Fill a balloon with the oil and one with air and see which rises to the top of the pool from the bottom first.  So in the system being discussed, more oil would have to be moved than the amount of air mass, equals more loss to the system. Heck, might as well just use all water, if we dont care about the the object of changing the levels if weighted liquid in linked separate chambers as being discussed. In that case, then yes, buy a hand jack. ;D

Also, once that air is up to pressure, that pressure contains the energy that put it there. So if we dont try to capture that after the riser is at bottom, then we just wasted it stupidly if it is just released foolishly without applying some use to it at release.  And beyond that, arrange the system to not release or use that compressed air that is at the pressure level of just before the riser is about to rise. Then we eliminated initial loss of compressing to the point of initial rise, again and again. We only have to go through 'that' loss 1 time.
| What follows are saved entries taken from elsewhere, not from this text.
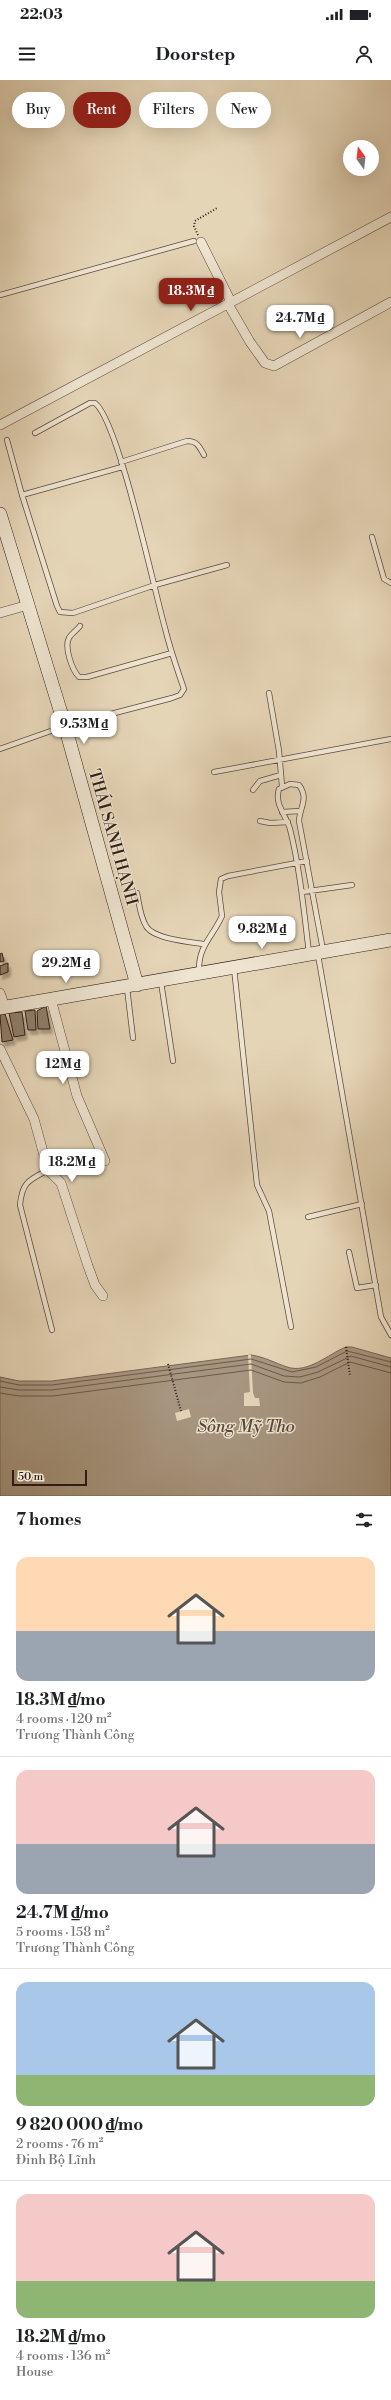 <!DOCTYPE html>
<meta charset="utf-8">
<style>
:root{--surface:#fff;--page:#f6f6f6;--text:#202124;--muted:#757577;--line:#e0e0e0;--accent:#8f2418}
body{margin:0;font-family:"Libre Bodoni",serif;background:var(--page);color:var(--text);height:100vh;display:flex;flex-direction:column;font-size:15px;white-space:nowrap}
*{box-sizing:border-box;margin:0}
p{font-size:13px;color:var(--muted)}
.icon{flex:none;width:22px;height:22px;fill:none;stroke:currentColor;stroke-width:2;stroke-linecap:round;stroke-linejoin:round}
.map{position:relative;height:1416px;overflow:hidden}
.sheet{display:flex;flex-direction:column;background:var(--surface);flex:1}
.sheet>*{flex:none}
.hud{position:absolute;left:12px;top:12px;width:367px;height:36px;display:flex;gap:8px}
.needle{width:26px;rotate:345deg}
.controls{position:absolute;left:343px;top:60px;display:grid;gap:8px}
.controls a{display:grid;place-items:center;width:36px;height:36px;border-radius:50%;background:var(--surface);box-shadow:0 4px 16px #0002;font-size:20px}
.scale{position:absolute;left:12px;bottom:10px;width:75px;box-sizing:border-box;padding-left:4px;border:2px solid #2f1d16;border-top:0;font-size:11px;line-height:14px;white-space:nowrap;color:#2f1d16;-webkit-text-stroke:3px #eee4d0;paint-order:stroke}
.price{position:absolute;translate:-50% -34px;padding:0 9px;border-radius:8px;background:#fff;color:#222;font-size:13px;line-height:26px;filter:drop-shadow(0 1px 2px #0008)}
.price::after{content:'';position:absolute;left:50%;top:24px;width:12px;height:9px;margin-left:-6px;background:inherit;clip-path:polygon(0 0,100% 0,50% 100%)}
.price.selected{background:var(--accent);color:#fff}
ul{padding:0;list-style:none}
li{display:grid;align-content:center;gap:8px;height:212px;padding:0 16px}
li+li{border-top:1px solid var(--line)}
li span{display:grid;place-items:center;height:124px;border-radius:12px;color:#555}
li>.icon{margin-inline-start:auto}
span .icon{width:72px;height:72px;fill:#fffc;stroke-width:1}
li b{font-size:17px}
h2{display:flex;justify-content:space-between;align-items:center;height:48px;padding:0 16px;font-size:17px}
.chip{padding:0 14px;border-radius:18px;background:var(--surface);box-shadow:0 4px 16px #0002;font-size:14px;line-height:36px}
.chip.selected{background:var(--accent);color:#fff}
.status{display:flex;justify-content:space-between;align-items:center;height:28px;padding:0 20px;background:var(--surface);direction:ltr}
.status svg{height:11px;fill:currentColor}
header{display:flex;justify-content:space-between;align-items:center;height:52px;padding:0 16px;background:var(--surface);font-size:18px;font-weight:700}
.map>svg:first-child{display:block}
.water{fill:#a79680;stroke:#776656}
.pier{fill:#e5d5b7}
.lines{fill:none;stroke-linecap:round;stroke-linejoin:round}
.shore{stroke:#6b5a4b;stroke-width:1}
.building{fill:#8e7d6a;stroke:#2f1d16;filter:url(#shadow)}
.lane-casing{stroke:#5c4b3e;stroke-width:6}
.street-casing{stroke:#5c4b3e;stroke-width:10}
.secondary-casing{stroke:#2f1d16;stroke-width:14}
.path{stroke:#2f1d16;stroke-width:2;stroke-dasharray:1 2;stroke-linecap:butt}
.lane{stroke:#eee4d0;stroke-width:4.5}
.street{stroke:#eee4d0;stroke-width:9}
.secondary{stroke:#eee4d0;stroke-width:13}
.labels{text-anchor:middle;stroke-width:3;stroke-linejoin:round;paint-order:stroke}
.street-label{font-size:16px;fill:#2f1d16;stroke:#eee4d0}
.water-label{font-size:17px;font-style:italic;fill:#59473b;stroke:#eee4d0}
</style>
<div class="status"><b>22:03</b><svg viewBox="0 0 49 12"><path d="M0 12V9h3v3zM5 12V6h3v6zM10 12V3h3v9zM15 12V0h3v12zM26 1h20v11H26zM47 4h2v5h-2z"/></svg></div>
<header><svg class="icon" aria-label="menu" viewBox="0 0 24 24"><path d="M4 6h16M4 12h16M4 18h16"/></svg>Doorstep<svg class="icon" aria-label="person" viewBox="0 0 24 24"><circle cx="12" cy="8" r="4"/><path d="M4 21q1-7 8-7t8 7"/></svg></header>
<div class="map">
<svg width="391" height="1416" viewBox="0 0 391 1416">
<defs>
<filter id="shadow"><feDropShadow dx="2.5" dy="4.5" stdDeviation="1" flood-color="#0004"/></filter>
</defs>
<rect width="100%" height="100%" fill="#e5d5b7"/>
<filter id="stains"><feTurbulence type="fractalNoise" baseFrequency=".005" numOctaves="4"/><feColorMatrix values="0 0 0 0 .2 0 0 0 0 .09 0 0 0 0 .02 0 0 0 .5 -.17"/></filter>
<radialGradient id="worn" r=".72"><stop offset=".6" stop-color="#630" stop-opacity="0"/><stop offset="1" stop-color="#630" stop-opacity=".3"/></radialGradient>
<path class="water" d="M346 1267H352L391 1278V1416H0V1297L19 1301H52L251 1275C265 1277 275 1283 287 1287 308 1294 328 1274 346 1267Z"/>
<path class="pier" d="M248 1275H251L253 1313 255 1318H259L260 1326H244V1313L250 1312Z
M189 1329 191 1337 177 1341 175 1333Z"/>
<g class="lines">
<path class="shore" d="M0 1301 19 1305H52L251 1279 292 1292 316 1287 347 1271 391 1282
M0 1307 19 1310H52L251 1284 284 1296 300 1297 318 1292 351 1276 391 1287
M0 1313 19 1316H53L251 1290 284 1302 301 1303 320 1297 350 1282 391 1293"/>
</g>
<path class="building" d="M2 873 4 881 0 882V874Z
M8 883V892L0 895V886Z
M46 926 50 949H38L37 931Z
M35 930 36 950H28L25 931Z
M22 932 25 955 14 957 9 933Z
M5 934 13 960 2 962 0 935Z"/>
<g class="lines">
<defs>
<path id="lane" d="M0 215 194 161
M7 360 22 415
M121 382 187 361C197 361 199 366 204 375
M122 387 22 415 57 526 60 532 73 533 155 505 227 485
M372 457 384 499 391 503
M80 546C77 550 71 554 69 558 64 567 72 590 79 597H87L172 573
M269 613 279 671 282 706
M0 669 65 646 172 618 180 615 184 609C177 589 170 569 165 548 154 510 119 342 95 323H90L35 353
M214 692 391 659
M253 710 260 701 281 695
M282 732 300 731
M260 741 270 743 288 742
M302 812 352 805
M137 813C139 823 140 836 146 846 153 859 190 862 204 864
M309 873C304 832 300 789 290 749 286 735 274 724 279 709L290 704 299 705C309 719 300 726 299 741L323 870
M318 875 381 1237 391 1255
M234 888 257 1105 269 1131 291 1247
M199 892C198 866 212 858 222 836L219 812 221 799 228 796 307 781
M161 902 173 981
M127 908 133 958
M48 1090C29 1100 22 1102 20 1125L52 1250
M308 1137 362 1124
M349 1172 357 1208 376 1205"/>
<path id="street" d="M201 162 231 222
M228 224 250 262 265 283 274 286 391 222
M0 345 391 137
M0 533 28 525
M0 913 5 927
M51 919 77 1016 105 1081
M0 969 34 1039 48 1090 61 1103 88 1186 95 1205 103 1216"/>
<path id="secondary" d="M0 434 65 646 137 905
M0 928 391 860"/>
</defs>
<use href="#lane" class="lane-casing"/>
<use href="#street" class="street-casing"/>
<use href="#secondary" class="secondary-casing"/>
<path class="path" d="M198 155 194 146 195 141 217 128
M346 1267 350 1296
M168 1284 181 1331"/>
<use href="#lane" class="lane"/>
<use href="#street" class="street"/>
<use href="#secondary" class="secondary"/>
</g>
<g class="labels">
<g class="street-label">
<text transform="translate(114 757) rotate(74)" y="6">THÁI SANH HẠNH</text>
</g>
<g class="water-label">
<text x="246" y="1352">Sông Mỹ Tho</text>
</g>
</g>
<rect width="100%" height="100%" filter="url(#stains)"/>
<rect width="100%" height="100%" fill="url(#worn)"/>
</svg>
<div class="controls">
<a><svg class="needle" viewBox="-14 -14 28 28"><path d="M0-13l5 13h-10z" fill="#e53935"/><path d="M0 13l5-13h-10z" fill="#757577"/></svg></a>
</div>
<div class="scale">50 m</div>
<b class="price selected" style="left:191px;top:232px">18.3M ₫</b>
<b class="price" style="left:300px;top:259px">24.7M ₫</b>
<b class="price" style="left:84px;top:665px">9.53M ₫</b>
<b class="price" style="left:262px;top:870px">9.82M ₫</b>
<b class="price" style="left:66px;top:904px">29.2M ₫</b>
<b class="price" style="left:63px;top:1005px">12M ₫</b>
<b class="price" style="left:72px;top:1103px">18.2M ₫</b>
<div class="hud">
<a class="chip">Buy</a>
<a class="chip selected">Rent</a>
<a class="chip">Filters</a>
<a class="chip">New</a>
</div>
</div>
<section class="sheet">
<h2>7 homes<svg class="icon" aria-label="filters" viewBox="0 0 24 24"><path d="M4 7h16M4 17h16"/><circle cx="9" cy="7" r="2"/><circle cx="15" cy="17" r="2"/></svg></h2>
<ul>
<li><span style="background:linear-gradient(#ffd9b3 60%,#9aa5b1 0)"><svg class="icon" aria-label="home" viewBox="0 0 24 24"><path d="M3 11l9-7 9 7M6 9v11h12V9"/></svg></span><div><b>18.3M ₫/mo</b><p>4 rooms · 120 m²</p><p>Trương Thành Công</p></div></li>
<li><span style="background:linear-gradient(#f6c9c9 60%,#9aa5b1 0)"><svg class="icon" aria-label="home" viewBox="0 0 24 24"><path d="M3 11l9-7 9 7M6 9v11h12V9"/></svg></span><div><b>24.7M ₫/mo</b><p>5 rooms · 158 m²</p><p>Trương Thành Công</p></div></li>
<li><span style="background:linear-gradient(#a9c7e8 75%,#8fb573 0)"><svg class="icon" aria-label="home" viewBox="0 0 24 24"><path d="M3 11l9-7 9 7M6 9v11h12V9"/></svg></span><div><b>9 820 000 ₫/mo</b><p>2 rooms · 76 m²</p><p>Đinh Bộ Lĩnh</p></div></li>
<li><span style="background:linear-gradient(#f6c9c9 70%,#8fb573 0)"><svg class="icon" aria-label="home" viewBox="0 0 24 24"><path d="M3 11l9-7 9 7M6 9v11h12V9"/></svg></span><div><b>18.2M ₫/mo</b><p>4 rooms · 136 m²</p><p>House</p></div></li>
</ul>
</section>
Pressure activated check valve?  Like a zener diode, wont let the current flow if below say 12v, for a 12v zener.


Mags

MarkE

Quote from: mondrasek on March 06, 2014, 03:16:06 PM
MarkE.  I apologize for leaving out the word "integral" again.  It is a bad habit.

I think I saw this integral reduction shared by you.  It is the one we are using for the Energy in the water introduced during the change from State 1 to State 2.  That integral of F*ds is 0.5(Pstart-Pend)*V for the special case where the start or end Pressure is zero.  Is that correct?
For the special case of zero to HEND, or HSTART to zero, the work performed filling or emptying a column is:  E = 0.5*PEND*VEND filling, and 0.5*PSTART*VSTART emptying.  In all other cases the integral result is more complicated.

MarkE

Quote from: mondrasek on March 06, 2014, 04:46:18 PM
Another way to look at this is to calculate the Energy in the column of water that is on the piston.  That Energy is dissipated as the piston rises and the water spills out.  So that Energy must be equal to the Energy that is released when the ZED is allowed to rise.  That equation also resolves to 0.5*Fstart*S.
For the circumstance that you set-up that is correct: 

So you get a movement S = FSTART/KRATE 0.30078N / 64.649N/m =  0.004653m and an output energy of
0.5*0.30078N*0.004653m   0.700mJ. 

The energy expended, is the loss of potential energy in the annular columns as they move from the State 2 condition to the State 3 condition with the riser at 2.492mm lift:  The internal energy goes from 2.560mJ to 1.536mJ which equals 1.024mJ internal energy loss.

The efficiency is:  0.700mJ/1.024mJ = 68.3%.

This is the tyranny of N*(X/N)2.  Whenever you directly transfer energy between two potential energy stores you run into the N*(X/N)2problem.  In order to avoid the problem you have to retain N=1.0 and still transfer all of the energy.  You can only do that by converting the form of the energy from potential to kinetic.  That is how a pendulum works.  The insipidly stupid ZED design cannot do that.  It translates potential from one place to another.  There is even the "equalization phase" that HER/Zydro say is necessary.  Every time you take energy from one potential store and redistribute it to more stores than the original without first converting the form of the energy, you suffer losses.